Compared to the time and cost of dealing with high level nuclear waste, the safe disposal of weapons materials
is going to be cheap and fast. Compared to just about anything else, it is going to be slow and expensive. Uranium
and plutonium were costly and tedious to produce and will be costly and politically frustrating to remove from
our nuclear arsenals.
1. "Production" has a special meaning in nuclear terminology. It refers to facilities
which produce special isotopes. In the case of weapons materials, production is normally accomplished by target
irradiation in nuclear reactors, and by separation techniques for the enrichment of mined uranium.

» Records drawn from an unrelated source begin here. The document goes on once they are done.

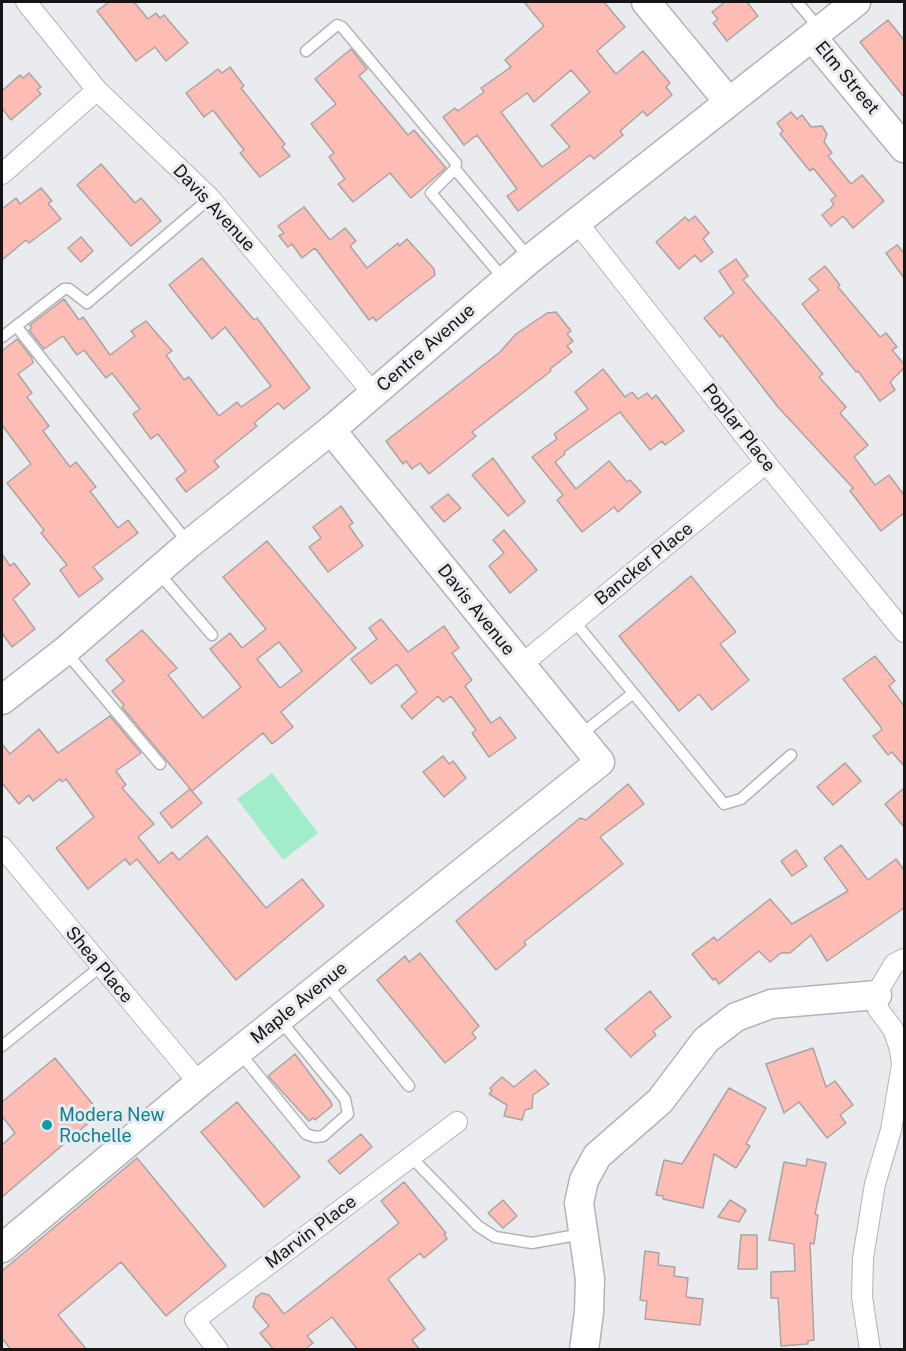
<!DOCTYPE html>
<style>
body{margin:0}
#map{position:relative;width:906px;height:1351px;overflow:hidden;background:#eaebef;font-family:"Public Sans",sans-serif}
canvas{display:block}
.frame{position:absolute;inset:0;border:3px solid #151516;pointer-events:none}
</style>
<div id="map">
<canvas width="906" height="1351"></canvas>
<div class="frame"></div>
</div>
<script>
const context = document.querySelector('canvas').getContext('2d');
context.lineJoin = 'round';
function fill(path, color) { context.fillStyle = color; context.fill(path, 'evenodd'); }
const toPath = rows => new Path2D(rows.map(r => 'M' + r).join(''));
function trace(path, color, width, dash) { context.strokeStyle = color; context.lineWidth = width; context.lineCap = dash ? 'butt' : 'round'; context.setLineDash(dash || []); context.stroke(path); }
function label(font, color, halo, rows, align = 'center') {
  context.font = font + ' "Public Sans",sans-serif'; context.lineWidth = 6; context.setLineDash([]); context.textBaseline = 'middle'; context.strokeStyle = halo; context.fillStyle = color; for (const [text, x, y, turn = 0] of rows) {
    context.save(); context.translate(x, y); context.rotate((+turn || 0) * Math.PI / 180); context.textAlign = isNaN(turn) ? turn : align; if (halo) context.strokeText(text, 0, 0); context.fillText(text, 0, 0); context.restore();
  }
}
fill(toPath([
 [272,773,318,833,283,860,237,799]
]), '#a2edc9');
const building = toPath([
 [109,2,134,2,148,19,156,13,160,18,164,15,188,43,166,61,155,47,136,61,97,11,109,2],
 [524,2,604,2,625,27,597,51,616,74,643,51,670,83,666,87,672,95,647,116,643,111,620,131,623,135,594,159,590,155,518,211,507,196,517,189,477,135,464,145,443,117,455,108,458,111,484,92,481,88,511,67,505,60,544,26,524,2],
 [571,70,590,92,551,125,570,147,542,167,501,112,527,93,534,102,571,70],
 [725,2,747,2,758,16,727,41,713,23,718,19,712,12,725,2],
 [888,20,904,40,904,97,860,42,888,20],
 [351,49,367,69,359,76,408,135,414,130,446,168,411,198,390,173,353,202,338,184,345,179,329,157,334,153,311,124,336,104,315,79,351,49],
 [230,67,244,86,241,88,285,144,282,147,290,156,260,177,240,153,244,150,213,110,204,117,186,93,218,69,222,73,230,67],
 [29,73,41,87,37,90,41,94,11,120,2,108,2,91,20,75,23,78,29,73],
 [791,112,797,119,802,115,811,127,822,126,827,134,824,142,832,153,828,156,851,184,862,175,884,201,853,228,843,216,831,226,822,215,834,205,831,200,836,196,813,168,810,171,780,134,783,131,777,123,791,112],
 [101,164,135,203,141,198,161,221,131,246,77,185,101,164],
 [41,188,52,201,48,203,61,219,29,243,26,240,2,260,2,209,16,198,20,204,41,188],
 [304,207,330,240,345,228,356,241,350,246,367,268,398,243,399,246,407,239,434,269,435,275,376,321,373,317,369,320,315,248,302,258,292,244,288,247,279,236,284,233,278,226,304,207],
 [695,216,709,233,703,239,713,252,701,262,695,255,679,269,656,242,685,217,689,221,695,216],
 [81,237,93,251,81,262,68,248,81,237],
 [897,245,904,253,904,278,886,253,897,245],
 [202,258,254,320,257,318,310,388,284,409,278,403,254,423,257,426,214,461,219,467,186,492,176,479,186,471,158,434,151,439,133,414,140,409,112,373,106,378,84,350,77,355,63,336,44,349,29,330,32,328,30,325,64,299,79,320,83,317,110,355,135,336,131,331,146,321,172,351,166,355,184,380,189,377,219,416,237,402,241,407,271,386,225,327,212,339,169,285,202,258],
 [736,259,748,276,743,280,823,374,819,377,846,407,840,413,868,445,854,457,875,485,889,475,904,495,904,513,881,531,850,491,853,488,778,407,722,335,720,337,704,318,734,293,719,271,736,259],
 [825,266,840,285,838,287,880,337,886,333,897,347,892,350,904,364,904,368,890,382,895,390,880,401,858,371,856,372,802,304,819,290,809,279,825,266],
 [556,312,571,331,567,334,573,341,567,346,572,352,550,369,551,371,472,432,476,436,429,474,420,463,412,469,406,461,403,464,386,441,500,352,516,334,547,313,556,312],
 [17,339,32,358,33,363,18,374,32,393,27,397,49,426,43,431,70,467,76,462,96,487,90,491,118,528,128,520,138,533,93,567,103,579,79,597,60,570,67,565,41,533,44,530,7,483,31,464,2,425,2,351,17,339],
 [603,369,625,397,632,392,638,399,647,393,652,399,656,395,684,431,665,445,662,441,650,450,620,412,564,452,565,454,555,462,576,489,609,461,627,482,630,480,641,492,618,512,614,507,582,532,557,500,563,495,532,457,557,439,554,434,588,409,575,392,603,369],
 [493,458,525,502,508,516,472,475,493,458],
 [448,494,461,508,444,522,431,507,448,494],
 [341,506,353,523,349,526,363,546,328,572,309,547,321,538,313,527,341,506],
 [504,530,537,570,510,593,489,566,504,553,493,540,504,530],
 [267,541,356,648,281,712,293,727,272,744,263,733,192,791,122,707,124,705,112,691,124,681,106,660,142,630,177,668,168,675,203,718,241,687,210,649,230,633,242,648,266,629,223,577,267,541],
 [279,642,302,671,280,688,257,659,279,642],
 [2,554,10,566,14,563,30,584,13,599,35,629,12,647,2,633,2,554],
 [691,576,736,632,720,644,749,680,712,710,699,694,679,711,619,636,691,576],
 [381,619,408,652,444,626,459,648,452,653,472,680,465,686,491,723,500,717,516,738,489,757,472,733,476,730,451,696,443,702,438,696,412,719,401,706,417,692,397,664,371,684,351,659,377,639,369,628,381,619],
 [875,656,895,681,889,686,904,706,904,766,892,752,888,755,873,736,882,730,880,726,843,679,875,656],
 [110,716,141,753,116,771,126,785,122,788,154,824,138,837,159,863,172,852,179,860,207,836,266,908,302,879,324,906,236,980,137,859,130,865,125,859,88,889,56,848,94,817,66,779,62,782,60,779,33,801,29,795,19,804,2,783,2,744,10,754,39,729,58,753,110,716],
 [443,756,449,764,453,761,466,778,444,797,423,772,443,756],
 [845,763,861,781,833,805,817,787,845,763],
 [628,784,644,804,600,837,623,864,524,942,526,945,496,970,456,921,580,818,586,820,628,784],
 [904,788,904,827,885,804,904,788],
 [190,789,202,803,172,828,160,813,190,789],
 [841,845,868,880,896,859,904,870,904,908,827,961,811,935,790,953,781,953,770,962,759,951,719,984,715,978,713,980,692,954,714,937,717,941,770,899,792,924,848,891,824,858,841,845],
 [796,850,807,866,792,876,781,861,796,850],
 [420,953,479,1026,472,1033,476,1038,445,1063,377,980,405,956,409,962,420,953],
 [650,991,671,1017,653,1031,656,1035,631,1057,605,1029,650,991],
 [813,1048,826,1087,835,1081,853,1105,840,1115,846,1123,827,1138,799,1102,784,1113,766,1064,813,1048],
 [295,1054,331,1102,332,1106,315,1120,313,1118,309,1121,268,1076,295,1054],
 [55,1058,100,1113,2,1197,2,1145,15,1133,2,1116,2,1102,55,1058],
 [535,1070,549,1084,533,1095,532,1108,525,1110,522,1120,504,1116,507,1105,489,1094,492,1091,490,1088,502,1077,514,1087,535,1070],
 [729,1088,766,1108,746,1144,750,1146,736,1168,714,1154,703,1208,663,1199,663,1196,656,1195,664,1160,682,1164,729,1088],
 [237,1102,300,1177,264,1207,201,1132,237,1102],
 [361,1134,372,1147,340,1174,328,1161,361,1134],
 [137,1158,226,1266,166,1316,121,1262,58,1315,87,1350,11,1350,2,1338,2,1271,137,1158],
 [807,1159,826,1163,815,1214,818,1215,814,1244,810,1243,814,1340,808,1341,808,1344,781,1346,778,1298,771,1298,771,1272,795,1271,794,1244,769,1240,784,1162,806,1166,807,1159],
 [404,1182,446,1233,444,1234,447,1239,424,1258,420,1253,388,1279,425,1329,412,1340,420,1350,358,1350,332,1317,307,1336,313,1343,304,1350,274,1350,260,1333,269,1326,253,1307,256,1297,262,1293,269,1295,284,1314,325,1282,399,1223,381,1201,404,1182],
 [503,1200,517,1216,503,1228,488,1213,503,1200],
 [730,1200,746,1210,739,1222,718,1217,730,1200],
 [741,1235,757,1235,757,1269,738,1269,741,1235],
 [645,1251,659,1253,658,1265,675,1267,674,1276,688,1278,686,1297,703,1299,700,1325,645,1319,647,1301,640,1300,645,1251]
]);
fill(building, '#fdbcb4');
trace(building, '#a9a4a3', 1.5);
const lane = toPath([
 [797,2,820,29],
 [306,51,337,25,342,27,456,163,455,169],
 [504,279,431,193,455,169,530,259],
 [16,326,189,544],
 [2,337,64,289,69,289,87,303,210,198],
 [157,571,212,635],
 [574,621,724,804,741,799,791,755],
 [65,651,160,764],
 [579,736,632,694],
 [325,982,409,1086],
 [2,1046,100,967],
 [240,1053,306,1134,315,1137,323,1136,348,1114,345,1099,279,1019],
 [411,1157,478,1226,495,1237,532,1243,582,1234]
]);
const street = toPath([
 [26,2,97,90,210,198,373,393],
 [2,174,97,90],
 [577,222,766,463,904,632],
 [521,665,766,463],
 [2,847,199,1083],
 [218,1350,195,1320,457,1122],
 [870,1350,862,1297,863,1258,875,1184,891,1130,902,1065,900,1049,893,1029,878,1009,877,993,894,964,904,959]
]);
const secondary = toPath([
 [646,2,728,101],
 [812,37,904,148],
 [2,700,65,651,189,544,331,430,530,259,856,2],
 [2,1248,199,1083,600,762,331,430],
 [584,1350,589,1312,590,1279,579,1203,584,1180,597,1156,660,1101,706,1040,736,1017,771,1004,877,995]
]);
trace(lane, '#b3b3b8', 13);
trace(street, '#b3b3b8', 22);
trace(secondary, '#b3b3b8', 31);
trace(lane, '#fff', 10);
trace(street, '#fff', 20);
trace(secondary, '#fff', 28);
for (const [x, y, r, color] of [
 [47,1125,6,"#0f9aa8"]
]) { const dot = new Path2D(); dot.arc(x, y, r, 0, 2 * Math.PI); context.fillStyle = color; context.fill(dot); trace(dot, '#eaebef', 2); }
label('18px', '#151516', '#eaebef', [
 ["Elm Street",847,78,50],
 ["Davis Avenue",214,208,47],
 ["Centre Avenue",426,348,-41],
 ["Poplar Place",739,428,52],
 ["Bancker Place",644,564,-39],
 ["Davis Avenue",476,610,51],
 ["Shea Place",99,965,50],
 ["Maple Avenue",299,1003,-39],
 ["Marvin Place",311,1232,-37]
]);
label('18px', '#0d838f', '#eaebef', [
 ["Modera New",59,1115],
 ["Rochelle",59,1136]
], 'left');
</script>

2. Natural uranium is mostly U-238, but about 0.71 percent of it is U-235. To make nuclear weapons from uranium, it must be greatly enriched in U-235 content. The assays of U.S. weapons uranium are classified, but it is well known that much of the highly enriched uranium used in weapons systems is above 90% U-235.
3. Tritium is an isotope of hydrogen which has a nucleus composed of one proton and two neutrons. It has a relatively short half-life, which causes about 5% of the material to decay every year. Because of this, tritium used in weapons must be periodically removed, purified, and replaced.
4. The five reactors at Savannah River were different from the Hanford piles. The Savannah River reactors were moderated and cooled with heavy water, and were of a totally different configuration. Following the safety shutdown, four of the five reactors were never restarted. K-reactor was singled out for refurbishment and was to produce tritium until the New Production Reactors could be put into service. After the expenditure of about $1 billion, K-reactor was brought to partial power for tests, then shut down permanently.
5. Open literature estimates of U.S. and Russian warhead inventories vary quite a bit. For example, Russia was estimated to have from a few thousand to well over 30,000 warheads. Most estimates credit both countries with stockpiles in the five-figure range.
6. Large inventories of weapons were in service and could be maintained at levels allowed by the treaty; however, the U.S. had no operational facilities to produce new plutonium or tritium, nor could it produce major portions of the physics package in large numbers (because Rocky Flats was out of service).
7. U.S. warheads are assembled from components which are produced at the various highly dispersed weapons facilities. This final assembly is done at Pantex (from "panhandle" and "Texas"), near Amarillo, Texas. The dismantlement process logically happens at the same location.
8. By definition, highly enriched uranium (HEU) is uranium which is enriched to 20% or more. Uranium enriched beyond natural levels, but less than 20%, is defined as low enriched (LEU) and uranium which has an enrichment of less than U-natural is labeled depleted.
10. "Burn" does not refer to combustion, but to consumption by fission in a nuclear reactor.
11. Anyone having the opportunity to visit the nuclear weapons museum in Albuquerque, may have a chance to see the tiny Davy Crockett, which was designed to be carried on a man's back and field launched. The entire package is a bit smaller than a soccer ball.
12. High level waste is probably the nastiest stuff on Earth. It is the waste from reprocessing spent fuel and targets and consists of highly radioactive fission products, hazardous chemicals, and toxic heavy metals. In practice this horrible material resides in storage tanks at sites, such as Hanford and Savannah River, and takes forms of liquid, solid (salt cake), sludge, and powder.
13. Pits are the plutonium product that was produced at Rocky Flats. While the general shape of these items is well known, the dimensions and other parameters are classified.
14. Depleted uranium is a byproduct of uranium enrichment. Massive amounts of depleted uranium remain in U.S. inventories.
15. Molten blending is known as "casting." Liquid blending is usually taken to mean the use of uranyl nitrate. Gaseous blending is done with uranium hexifluoride.
16. The uranium in question is mostly in pure metal or alloy form. The first step in converting it to another form is to dissolve it in nitric acid. It makes economic sense to do the blending at this stage unless the uranium batch happens to be in another form.